Servers who receive a `502 M_NOT_FOUND` response MAY continue discovery with another trusted server.
However, servers who receive a signed `404 M_NOT_FOUND` MUST terminate discovery, as this means the
origin server has reported the alias no longer exists.
`502` is used to distinguish the *proxy* server not being capable of resolving the alias from `404`,
meaning the origin reports that the alias no longer exists, further re-enforced with a signature.

### Servers that don't support v2

If the server being queried is the authoritative server, and it returns `404 M_UNRECOGNIZED`, the
sending server SHOULD re-try the request with the [v1 endpoint][s2s-resolve]. As the v1 endpoint is
not signed, the response from the v1 endpoint MAY be cached for **local use only**, and MUST NOT be
returned as a proxy response under any circumstances.

If the server being queried is NOT the authoritative server, and it returns `404 M_UNRECOGNIZED`,
the sending server SHOULD re-try the request with a different proxy server, and assume that the one
that returned the error does not support being a proxy server.

## Potential issues

See [§ Security Considerations](#security-considerations).

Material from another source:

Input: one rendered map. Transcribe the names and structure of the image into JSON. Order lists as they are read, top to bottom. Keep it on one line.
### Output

No other unsolved issues are considered at this time.

## Alternatives

None.

## Security considerations

<!-- TODO: Needs a gloss-over after v2 re-definition -->

**Room aliases are mutable**. By not exclusively querying the authoritative server, this proposal
does open up the possibility for stale responses to be considered valid, which carries several
concerns, including:

1. The room alias may have since been changed to point at a different room.
2. The server names reported to be in the room may no longer be in the room.
3. The alias may be temporarily pointed at a malicious room.
4. The receiving server might lie.
5. This effectively introduces a recursive lookup functionality.

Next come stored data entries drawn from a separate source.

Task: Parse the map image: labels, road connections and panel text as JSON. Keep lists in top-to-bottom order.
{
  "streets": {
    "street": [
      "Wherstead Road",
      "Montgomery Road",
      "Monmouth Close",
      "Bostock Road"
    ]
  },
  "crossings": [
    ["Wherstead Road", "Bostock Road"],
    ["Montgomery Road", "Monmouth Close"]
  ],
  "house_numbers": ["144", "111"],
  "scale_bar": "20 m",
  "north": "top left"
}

The author believes appropriate mitigations for new security concerns introduced by this proposal
have been implemented. By retaining the behaviour that the authoritative server should always be
contacted first, the likelihood of a poisoned response is lowered.

If the authoritative server can't be reached, the sending server then queries third parties it
already implicitly trusts, and at no point is such control handed over to a user
(who may be malicious, see below).

Then, each third party must contact the authoritative server before checking its cache. This
resolves a problem where Alice may not be able to contact Charlie, but can contact Bob, and Bob can
contact Charlie. Since, in this case, the response would be fresh from the authoritative server,
assuming it has a (valid) signature, the receiving server can return the response it received
directly. This ensures that the sending server receives a fresh response, however, it does NOT cache
it, as it may not be aware of an appropriate TTL. Since servers cannot cache non-authoritative
responses, they cannot return them to other servers that may ask either.

If the authoritative server cannot be reached, non-stale cache entries may be returned. This allows
the alias to continue to function for a limited amount of time without the origin's involvement, but
ultimately ensures it does not live so long that the origin effectively loses control over the
alias.

## Unstable prefix

While this proposal is unstable, `uk.timedout.msc4473` should be used as an unstable prefix for the
directory route:

| Stable | Unstable |
| ------ | -------- |
| `GET /_matrix/federation/v2/query/directory` | `GET /_matrix/federation/unstable/uk.timedout.msc4473/query/directory` |

After the proposal is stabilised, servers SHOULD continue to accept requests to the unstable
endpoint for a period of time, which itself is at the discretion of the implementation.